(DATA RECORDS Opens)
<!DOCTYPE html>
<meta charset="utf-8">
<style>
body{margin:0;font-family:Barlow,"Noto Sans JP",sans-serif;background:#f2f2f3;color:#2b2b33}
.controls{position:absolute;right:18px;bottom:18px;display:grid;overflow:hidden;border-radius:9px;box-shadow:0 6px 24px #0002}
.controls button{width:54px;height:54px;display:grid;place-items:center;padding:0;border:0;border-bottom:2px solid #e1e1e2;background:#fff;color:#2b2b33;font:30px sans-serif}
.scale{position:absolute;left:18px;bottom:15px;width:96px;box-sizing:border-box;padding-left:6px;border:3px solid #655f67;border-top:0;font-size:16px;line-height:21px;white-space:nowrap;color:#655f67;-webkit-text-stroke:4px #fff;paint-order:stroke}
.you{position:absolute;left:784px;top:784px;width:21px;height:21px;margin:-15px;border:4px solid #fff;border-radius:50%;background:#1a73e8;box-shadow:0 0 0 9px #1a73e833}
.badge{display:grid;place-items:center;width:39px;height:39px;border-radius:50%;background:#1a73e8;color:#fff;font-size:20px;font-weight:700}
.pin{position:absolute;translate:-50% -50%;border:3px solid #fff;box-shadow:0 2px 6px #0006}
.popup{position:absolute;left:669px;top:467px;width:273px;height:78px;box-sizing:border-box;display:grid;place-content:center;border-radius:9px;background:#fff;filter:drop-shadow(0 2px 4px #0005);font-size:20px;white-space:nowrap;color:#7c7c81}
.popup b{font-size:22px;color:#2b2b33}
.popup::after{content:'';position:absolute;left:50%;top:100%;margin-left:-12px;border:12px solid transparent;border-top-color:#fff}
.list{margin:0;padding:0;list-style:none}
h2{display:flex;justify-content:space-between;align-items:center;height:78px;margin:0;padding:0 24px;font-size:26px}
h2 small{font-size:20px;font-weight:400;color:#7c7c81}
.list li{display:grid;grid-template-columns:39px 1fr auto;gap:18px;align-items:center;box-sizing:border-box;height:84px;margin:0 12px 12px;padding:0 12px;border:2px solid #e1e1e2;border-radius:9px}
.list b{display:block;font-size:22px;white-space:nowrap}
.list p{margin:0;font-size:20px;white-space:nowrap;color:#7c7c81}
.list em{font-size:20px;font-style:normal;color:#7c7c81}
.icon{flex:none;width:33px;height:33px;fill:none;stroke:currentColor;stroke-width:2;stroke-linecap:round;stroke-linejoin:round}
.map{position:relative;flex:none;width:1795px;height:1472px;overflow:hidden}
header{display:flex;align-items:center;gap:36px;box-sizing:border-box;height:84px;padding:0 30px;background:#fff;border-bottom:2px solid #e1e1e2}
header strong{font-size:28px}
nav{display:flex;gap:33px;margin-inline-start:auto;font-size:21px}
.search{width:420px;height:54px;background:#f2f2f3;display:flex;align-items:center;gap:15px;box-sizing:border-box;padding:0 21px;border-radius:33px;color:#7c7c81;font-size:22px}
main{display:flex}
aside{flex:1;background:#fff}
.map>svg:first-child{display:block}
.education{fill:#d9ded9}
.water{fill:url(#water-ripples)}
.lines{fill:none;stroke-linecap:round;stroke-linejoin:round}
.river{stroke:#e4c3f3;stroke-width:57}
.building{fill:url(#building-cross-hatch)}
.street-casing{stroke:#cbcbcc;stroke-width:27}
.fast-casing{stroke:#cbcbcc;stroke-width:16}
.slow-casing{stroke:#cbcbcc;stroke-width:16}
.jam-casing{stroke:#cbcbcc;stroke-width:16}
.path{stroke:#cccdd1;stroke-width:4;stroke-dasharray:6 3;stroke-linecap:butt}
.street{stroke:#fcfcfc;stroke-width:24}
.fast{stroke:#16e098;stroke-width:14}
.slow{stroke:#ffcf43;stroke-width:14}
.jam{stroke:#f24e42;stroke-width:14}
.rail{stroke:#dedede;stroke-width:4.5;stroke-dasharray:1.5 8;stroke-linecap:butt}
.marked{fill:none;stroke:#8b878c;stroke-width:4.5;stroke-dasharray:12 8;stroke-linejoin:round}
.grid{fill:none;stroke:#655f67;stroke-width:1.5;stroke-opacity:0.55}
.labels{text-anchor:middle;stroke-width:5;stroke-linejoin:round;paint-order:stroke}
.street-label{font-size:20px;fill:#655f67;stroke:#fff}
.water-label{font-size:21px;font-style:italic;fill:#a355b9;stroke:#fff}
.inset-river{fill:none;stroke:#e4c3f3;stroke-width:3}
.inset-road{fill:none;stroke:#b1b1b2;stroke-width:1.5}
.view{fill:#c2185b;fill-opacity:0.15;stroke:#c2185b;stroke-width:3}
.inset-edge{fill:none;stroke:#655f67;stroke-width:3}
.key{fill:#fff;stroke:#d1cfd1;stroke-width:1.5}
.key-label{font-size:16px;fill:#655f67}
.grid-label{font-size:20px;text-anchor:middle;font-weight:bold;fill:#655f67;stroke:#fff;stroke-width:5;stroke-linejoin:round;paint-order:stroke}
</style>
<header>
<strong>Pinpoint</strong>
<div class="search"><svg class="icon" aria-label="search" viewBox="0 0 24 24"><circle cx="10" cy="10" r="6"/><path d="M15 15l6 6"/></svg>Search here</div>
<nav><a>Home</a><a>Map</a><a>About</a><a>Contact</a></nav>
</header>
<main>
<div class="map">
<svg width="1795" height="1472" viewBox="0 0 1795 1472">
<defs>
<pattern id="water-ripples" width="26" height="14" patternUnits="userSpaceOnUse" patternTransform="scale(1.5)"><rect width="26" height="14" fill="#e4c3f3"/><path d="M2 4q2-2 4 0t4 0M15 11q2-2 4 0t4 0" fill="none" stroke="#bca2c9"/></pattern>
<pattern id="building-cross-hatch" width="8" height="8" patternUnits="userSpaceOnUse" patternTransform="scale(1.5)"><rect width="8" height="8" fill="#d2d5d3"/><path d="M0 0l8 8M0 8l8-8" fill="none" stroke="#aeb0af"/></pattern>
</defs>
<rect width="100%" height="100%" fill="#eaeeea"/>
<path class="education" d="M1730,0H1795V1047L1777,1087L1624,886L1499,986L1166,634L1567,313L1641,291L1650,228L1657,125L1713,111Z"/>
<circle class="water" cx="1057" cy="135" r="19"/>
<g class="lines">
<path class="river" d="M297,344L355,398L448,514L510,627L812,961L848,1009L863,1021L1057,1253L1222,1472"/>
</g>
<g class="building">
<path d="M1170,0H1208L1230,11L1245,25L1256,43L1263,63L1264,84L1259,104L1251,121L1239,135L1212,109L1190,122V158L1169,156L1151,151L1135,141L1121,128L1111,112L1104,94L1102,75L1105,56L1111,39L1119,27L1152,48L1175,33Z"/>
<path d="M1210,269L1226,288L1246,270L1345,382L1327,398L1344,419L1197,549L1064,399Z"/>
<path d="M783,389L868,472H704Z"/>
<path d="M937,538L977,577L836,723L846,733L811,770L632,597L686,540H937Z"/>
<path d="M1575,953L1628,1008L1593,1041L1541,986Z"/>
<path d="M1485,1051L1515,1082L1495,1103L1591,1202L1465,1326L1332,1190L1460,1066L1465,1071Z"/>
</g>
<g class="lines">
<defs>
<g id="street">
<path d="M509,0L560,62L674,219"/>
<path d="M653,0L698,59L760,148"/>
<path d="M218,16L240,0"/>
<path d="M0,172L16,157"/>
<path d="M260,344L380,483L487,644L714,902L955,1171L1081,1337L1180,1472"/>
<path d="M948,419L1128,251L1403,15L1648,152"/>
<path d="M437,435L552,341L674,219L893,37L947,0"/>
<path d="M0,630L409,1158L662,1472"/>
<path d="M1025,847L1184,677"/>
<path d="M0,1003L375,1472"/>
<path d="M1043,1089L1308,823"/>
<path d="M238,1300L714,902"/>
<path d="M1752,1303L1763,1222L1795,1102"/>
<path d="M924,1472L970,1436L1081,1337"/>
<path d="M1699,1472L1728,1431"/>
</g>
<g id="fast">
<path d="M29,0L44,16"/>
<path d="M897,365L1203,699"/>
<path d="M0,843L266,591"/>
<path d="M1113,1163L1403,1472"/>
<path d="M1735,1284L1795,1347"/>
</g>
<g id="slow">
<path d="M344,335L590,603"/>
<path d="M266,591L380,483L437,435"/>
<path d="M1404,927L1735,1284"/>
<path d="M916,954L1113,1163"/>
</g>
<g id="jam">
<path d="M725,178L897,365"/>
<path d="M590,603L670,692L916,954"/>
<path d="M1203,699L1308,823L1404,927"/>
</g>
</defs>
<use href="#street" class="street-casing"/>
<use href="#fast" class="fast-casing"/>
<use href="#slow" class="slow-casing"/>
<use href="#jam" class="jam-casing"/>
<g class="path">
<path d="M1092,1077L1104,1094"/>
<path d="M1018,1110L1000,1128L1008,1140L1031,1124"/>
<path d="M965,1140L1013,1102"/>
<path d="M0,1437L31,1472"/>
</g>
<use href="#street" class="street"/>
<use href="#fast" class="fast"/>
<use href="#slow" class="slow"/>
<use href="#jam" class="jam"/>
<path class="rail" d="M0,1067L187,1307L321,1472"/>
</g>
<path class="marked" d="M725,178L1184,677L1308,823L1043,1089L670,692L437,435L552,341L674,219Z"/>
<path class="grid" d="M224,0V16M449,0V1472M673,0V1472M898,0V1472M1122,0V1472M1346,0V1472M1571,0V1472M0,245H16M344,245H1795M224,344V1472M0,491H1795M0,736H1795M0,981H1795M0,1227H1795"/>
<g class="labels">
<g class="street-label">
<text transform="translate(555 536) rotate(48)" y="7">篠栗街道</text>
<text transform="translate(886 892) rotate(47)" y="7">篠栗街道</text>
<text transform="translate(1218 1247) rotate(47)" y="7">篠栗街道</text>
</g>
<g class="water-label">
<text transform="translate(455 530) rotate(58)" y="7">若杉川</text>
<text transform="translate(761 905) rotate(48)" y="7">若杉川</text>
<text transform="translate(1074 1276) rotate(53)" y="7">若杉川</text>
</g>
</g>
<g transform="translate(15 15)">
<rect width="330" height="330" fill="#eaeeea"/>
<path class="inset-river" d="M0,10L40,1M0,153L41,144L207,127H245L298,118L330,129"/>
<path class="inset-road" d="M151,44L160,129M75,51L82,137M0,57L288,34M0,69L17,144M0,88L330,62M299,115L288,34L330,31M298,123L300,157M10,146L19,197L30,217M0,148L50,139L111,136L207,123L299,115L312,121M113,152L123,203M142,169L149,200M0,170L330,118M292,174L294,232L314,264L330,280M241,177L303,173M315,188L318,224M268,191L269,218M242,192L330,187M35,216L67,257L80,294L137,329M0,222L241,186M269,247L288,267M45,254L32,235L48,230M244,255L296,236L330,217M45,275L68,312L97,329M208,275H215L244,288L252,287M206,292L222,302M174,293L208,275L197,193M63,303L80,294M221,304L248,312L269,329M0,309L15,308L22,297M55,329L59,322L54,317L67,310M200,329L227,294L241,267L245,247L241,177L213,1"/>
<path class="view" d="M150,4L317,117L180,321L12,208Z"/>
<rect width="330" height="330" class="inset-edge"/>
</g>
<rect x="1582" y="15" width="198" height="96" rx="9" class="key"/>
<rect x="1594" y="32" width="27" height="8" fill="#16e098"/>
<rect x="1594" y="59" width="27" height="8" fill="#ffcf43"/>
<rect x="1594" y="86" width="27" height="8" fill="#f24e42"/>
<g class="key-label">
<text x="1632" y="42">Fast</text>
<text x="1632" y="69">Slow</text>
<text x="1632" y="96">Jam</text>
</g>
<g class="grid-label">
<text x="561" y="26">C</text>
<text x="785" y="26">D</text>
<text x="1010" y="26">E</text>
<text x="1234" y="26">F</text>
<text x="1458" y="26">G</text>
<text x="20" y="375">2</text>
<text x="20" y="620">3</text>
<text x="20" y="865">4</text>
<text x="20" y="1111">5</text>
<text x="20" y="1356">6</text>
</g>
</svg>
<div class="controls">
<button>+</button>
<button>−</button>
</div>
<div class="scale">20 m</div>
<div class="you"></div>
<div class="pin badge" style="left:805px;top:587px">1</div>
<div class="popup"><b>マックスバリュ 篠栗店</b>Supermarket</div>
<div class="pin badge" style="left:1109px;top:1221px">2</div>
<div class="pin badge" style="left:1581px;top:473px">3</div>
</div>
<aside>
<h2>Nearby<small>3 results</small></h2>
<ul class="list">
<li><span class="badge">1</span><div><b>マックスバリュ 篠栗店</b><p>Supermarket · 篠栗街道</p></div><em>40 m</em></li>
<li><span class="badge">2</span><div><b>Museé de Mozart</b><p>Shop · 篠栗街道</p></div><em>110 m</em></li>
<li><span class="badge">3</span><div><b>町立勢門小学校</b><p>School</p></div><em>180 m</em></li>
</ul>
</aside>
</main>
(DATA RECORDS Closes)
» TO DO
Copy out only the lines running from the beginning of the data to the line with "solid #fff;border-radius:50%;background:#1a73e8;box-shadow:0 0", both ends included.

» REPLY
<!DOCTYPE html>
<meta charset="utf-8">
<style>
body{margin:0;font-family:Barlow,"Noto Sans JP",sans-serif;background:#f2f2f3;color:#2b2b33}
.controls{position:absolute;right:18px;bottom:18px;display:grid;overflow:hidden;border-radius:9px;box-shadow:0 6px 24px #0002}
.controls button{width:54px;height:54px;display:grid;place-items:center;padding:0;border:0;border-bottom:2px solid #e1e1e2;background:#fff;color:#2b2b33;font:30px sans-serif}
.scale{position:absolute;left:18px;bottom:15px;width:96px;box-sizing:border-box;padding-left:6px;border:3px solid #655f67;border-top:0;font-size:16px;line-height:21px;white-space:nowrap;color:#655f67;-webkit-text-stroke:4px #fff;paint-order:stroke}
.you{position:absolute;left:784px;top:784px;width:21px;height:21px;margin:-15px;border:4px solid #fff;border-radius:50%;background:#1a73e8;box-shadow:0 0 0 9px #1a73e833}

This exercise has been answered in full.